In step S6, the memory value D (N) (N
= 1, 2, 3), the minimum value is the memory value D (min)
The maximum value is stored as the memory value D (max), and the average value of the memory values D (N) (N = 1, 2, 3) is stored as the memory value D (mean).

Next, in step S7, the maximum value D (max)
And a first set value V1 preset to an appropriate value (eg 4V) lower than the charging inhibition voltage Vov (eg 4.5V).
And D (max) ≧ V1 (step S7
YES), D as the measured value of the battery voltage D (out)
(Max) is output (steps S8 and S12).

If D (max) <V1 in step S7 (No in step S7), the process proceeds to step S9 to set the minimum value D (min) and the discharge inhibit voltage Vuv (for example, 2 to 2).
The predetermined second set value V2 is compared with an appropriate value (for example, 3.6 V) higher than 2.5 V, and D (min) ≦
In the case of V2 (Yes in step S9), D (min) is output as the measured value D (out) of the battery voltage (steps S10 and S12). If D (min)> V2 (NO in step S9), the average value D (mean) is output as D (out) (steps S11, S1).
2).

In step S12, the measured value of battery voltage D (o
ut) is output, the process returns to step S1 and the above processing is repeated. Next, a secondary battery protection circuit using the voltage measurement circuit of the present embodiment will be described with reference to FIG.
In FIG. 3, field effect transistors (FETs) 5 and 6 which are switching elements are added to the configuration shown in FIG.

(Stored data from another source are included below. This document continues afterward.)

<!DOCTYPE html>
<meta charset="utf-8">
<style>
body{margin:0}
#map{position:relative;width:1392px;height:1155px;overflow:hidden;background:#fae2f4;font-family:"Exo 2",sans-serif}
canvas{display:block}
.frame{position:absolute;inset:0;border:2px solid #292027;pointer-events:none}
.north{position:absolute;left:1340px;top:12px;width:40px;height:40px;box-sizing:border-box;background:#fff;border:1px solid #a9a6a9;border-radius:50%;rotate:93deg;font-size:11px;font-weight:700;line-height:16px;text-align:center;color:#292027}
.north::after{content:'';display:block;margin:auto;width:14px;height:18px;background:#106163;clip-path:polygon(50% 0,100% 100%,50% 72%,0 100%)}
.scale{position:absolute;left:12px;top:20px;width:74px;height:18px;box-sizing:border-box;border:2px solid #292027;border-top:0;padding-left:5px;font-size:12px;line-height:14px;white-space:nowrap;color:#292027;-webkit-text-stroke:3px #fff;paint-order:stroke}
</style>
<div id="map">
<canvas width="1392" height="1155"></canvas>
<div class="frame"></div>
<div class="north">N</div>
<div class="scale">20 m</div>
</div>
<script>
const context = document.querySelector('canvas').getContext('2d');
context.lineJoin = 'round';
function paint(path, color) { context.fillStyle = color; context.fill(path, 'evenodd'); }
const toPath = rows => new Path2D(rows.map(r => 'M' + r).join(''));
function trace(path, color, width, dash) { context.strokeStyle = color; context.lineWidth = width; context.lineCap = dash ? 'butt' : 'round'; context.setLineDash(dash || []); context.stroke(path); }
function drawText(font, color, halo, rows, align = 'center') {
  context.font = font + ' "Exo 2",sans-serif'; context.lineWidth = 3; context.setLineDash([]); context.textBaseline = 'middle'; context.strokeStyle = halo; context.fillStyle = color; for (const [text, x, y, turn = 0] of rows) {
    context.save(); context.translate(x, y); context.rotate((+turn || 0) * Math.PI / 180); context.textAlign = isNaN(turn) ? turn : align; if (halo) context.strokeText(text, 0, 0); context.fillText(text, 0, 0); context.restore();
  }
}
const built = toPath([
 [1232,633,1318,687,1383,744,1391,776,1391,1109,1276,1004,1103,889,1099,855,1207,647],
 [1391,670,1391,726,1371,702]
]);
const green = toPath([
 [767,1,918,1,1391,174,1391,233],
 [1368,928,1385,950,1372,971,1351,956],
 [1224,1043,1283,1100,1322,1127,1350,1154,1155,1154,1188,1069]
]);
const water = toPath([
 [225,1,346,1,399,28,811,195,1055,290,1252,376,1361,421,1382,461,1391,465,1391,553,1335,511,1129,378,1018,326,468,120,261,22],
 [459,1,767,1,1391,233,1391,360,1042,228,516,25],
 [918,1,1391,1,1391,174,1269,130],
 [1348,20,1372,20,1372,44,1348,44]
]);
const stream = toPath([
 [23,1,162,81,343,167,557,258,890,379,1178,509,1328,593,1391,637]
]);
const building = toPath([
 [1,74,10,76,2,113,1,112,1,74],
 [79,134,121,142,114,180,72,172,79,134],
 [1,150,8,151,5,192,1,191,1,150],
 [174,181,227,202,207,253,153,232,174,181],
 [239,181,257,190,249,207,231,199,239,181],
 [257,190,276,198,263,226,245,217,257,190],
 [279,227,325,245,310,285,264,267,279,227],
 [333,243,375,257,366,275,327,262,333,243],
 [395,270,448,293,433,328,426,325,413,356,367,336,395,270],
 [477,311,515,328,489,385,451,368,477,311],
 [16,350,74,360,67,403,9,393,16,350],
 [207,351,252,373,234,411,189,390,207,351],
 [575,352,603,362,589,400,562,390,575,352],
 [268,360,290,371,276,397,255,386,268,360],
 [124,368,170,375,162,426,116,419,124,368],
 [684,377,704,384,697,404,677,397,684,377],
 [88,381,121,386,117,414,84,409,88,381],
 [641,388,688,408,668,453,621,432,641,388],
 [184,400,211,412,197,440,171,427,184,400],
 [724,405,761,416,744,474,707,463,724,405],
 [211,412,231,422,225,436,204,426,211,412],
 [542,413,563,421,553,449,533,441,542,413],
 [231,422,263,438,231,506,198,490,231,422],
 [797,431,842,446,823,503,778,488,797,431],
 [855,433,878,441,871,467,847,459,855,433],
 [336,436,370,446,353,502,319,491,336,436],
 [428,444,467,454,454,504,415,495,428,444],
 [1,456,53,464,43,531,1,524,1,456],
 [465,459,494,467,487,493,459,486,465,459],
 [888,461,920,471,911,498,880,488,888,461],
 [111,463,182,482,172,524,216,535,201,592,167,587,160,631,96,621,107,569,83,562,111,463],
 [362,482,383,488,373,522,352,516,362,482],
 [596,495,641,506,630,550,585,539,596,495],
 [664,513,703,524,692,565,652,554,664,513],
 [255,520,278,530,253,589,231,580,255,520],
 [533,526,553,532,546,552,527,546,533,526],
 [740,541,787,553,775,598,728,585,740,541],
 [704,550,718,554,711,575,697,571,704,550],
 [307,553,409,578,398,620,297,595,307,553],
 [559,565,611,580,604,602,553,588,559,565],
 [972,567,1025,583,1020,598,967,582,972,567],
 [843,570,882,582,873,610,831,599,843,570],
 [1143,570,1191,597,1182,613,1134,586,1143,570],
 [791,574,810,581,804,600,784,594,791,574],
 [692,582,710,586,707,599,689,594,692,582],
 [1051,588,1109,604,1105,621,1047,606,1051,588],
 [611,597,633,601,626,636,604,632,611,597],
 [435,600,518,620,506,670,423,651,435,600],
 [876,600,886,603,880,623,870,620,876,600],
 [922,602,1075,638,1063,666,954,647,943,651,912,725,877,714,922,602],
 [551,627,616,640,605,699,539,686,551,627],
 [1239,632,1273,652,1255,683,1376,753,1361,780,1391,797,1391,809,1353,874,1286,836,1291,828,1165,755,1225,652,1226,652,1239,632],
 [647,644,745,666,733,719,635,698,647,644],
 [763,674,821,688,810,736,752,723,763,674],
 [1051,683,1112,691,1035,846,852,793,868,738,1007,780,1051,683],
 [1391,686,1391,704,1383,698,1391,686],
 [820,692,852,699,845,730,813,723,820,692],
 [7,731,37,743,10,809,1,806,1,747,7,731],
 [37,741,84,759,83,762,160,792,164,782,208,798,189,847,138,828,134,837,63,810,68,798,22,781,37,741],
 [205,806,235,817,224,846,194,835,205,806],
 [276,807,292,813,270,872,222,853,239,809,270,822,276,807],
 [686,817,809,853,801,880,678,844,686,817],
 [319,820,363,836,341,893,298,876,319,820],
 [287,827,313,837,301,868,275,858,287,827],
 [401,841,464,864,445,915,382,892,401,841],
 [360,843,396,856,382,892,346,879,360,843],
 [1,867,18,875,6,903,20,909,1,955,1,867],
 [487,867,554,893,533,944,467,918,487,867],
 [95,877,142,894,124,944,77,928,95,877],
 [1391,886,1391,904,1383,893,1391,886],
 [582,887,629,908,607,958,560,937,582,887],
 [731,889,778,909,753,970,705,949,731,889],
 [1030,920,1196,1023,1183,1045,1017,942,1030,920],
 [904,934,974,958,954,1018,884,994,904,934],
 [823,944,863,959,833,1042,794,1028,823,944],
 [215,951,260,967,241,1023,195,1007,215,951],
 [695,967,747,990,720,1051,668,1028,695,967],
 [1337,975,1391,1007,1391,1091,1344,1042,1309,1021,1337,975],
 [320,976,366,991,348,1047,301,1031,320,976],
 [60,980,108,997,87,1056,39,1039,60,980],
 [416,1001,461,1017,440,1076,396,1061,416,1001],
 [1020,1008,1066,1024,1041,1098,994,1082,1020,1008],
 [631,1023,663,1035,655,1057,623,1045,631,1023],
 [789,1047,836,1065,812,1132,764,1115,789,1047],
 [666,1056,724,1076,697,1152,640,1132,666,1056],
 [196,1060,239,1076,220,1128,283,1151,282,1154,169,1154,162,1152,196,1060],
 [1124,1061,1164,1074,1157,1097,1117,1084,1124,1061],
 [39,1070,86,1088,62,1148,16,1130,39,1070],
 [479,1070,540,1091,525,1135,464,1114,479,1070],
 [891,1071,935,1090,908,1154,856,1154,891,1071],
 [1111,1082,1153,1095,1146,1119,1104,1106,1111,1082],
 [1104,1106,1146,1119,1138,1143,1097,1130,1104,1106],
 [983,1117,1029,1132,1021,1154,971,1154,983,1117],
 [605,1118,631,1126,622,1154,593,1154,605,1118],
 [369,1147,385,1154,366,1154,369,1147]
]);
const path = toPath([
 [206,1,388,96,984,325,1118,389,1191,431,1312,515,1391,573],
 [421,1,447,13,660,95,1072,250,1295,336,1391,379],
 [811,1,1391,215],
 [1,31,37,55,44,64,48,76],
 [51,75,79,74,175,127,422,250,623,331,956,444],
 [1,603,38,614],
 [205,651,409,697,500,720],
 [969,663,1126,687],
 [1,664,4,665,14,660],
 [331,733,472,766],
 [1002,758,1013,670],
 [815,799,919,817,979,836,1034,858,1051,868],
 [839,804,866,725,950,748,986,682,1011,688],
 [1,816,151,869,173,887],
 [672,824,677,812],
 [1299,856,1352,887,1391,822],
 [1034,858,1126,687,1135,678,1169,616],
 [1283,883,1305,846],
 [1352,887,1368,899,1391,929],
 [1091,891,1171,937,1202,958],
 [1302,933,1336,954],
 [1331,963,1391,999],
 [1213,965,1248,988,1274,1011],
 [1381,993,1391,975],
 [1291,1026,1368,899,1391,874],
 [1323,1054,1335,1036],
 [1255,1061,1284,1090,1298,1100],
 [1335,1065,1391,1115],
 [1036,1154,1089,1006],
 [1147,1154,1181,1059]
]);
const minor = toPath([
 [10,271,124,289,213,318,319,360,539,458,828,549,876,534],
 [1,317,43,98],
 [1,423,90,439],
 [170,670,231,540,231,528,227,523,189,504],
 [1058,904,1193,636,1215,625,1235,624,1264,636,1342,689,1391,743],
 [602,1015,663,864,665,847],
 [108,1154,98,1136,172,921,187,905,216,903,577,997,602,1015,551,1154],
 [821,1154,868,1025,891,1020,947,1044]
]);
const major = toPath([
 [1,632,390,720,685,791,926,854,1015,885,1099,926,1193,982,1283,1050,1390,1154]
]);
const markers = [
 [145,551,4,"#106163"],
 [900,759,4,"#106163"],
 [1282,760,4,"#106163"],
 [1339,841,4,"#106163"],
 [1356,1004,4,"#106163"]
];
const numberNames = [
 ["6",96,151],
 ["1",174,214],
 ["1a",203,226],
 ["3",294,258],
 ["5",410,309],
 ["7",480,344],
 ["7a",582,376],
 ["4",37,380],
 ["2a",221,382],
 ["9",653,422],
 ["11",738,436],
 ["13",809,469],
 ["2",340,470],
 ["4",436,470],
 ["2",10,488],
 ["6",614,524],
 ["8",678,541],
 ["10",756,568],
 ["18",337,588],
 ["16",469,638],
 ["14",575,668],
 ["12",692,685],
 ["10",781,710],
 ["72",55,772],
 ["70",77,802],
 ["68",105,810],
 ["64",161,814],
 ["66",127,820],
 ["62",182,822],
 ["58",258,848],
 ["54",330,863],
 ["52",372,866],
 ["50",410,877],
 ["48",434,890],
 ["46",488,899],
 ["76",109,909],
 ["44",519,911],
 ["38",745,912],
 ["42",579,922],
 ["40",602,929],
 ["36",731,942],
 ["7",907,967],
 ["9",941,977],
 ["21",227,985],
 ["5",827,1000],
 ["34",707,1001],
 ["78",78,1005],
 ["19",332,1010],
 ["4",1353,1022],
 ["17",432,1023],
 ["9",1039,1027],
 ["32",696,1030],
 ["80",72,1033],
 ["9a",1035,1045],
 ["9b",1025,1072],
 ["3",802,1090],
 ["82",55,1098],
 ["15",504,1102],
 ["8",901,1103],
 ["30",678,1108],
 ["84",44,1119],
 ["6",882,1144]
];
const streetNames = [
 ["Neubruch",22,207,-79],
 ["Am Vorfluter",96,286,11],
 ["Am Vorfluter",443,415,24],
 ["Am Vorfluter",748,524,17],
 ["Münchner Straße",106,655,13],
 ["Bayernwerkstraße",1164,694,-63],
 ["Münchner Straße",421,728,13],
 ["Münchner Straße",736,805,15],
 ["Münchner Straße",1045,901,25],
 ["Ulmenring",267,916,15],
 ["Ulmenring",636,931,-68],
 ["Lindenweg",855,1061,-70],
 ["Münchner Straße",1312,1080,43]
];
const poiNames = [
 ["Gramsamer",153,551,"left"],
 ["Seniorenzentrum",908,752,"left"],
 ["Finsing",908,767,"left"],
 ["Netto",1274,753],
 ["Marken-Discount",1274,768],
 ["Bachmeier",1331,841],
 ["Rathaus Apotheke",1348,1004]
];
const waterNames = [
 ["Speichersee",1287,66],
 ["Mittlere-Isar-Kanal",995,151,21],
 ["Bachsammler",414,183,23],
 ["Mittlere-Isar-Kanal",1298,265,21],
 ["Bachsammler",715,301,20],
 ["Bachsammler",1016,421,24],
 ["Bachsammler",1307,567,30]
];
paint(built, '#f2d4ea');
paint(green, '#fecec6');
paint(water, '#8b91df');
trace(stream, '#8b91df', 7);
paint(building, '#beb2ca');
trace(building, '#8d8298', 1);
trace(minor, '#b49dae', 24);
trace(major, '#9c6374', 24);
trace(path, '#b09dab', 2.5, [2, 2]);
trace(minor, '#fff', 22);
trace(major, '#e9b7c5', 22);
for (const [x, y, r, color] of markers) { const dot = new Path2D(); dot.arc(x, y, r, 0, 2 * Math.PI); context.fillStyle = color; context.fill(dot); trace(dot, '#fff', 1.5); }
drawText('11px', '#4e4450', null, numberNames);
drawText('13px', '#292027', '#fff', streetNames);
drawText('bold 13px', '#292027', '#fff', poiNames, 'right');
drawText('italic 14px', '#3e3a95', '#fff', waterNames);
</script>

That is, in this embodiment, the secondary battery B1,
In the secondary battery group 1 in which B2 and B3 are connected in series, the positive terminal of the battery B1 is connected to the + side external connection terminal 7, the negative terminal of the battery B3 is connected to the source of the first FET5, and the drain of the FET5. Is connected to the drain of the second FET 6, and the source of the FET 6 is connected to the-side external connection terminal 8. The parasitic diode D1 is connected in parallel to the first FET 5 so as to be in the forward direction during charging, and is connected in parallel to the second FET 6 so as to be in the forward direction during discharging.

A charger is connected between the external connection terminals 7 and 8 during charging, and a device used by the battery pack, which is a load, is connected during discharging. Also, the first and second FETs
The gates of 5 and 6 are connected to the control terminals R and S of the microcontroller 4, respectively.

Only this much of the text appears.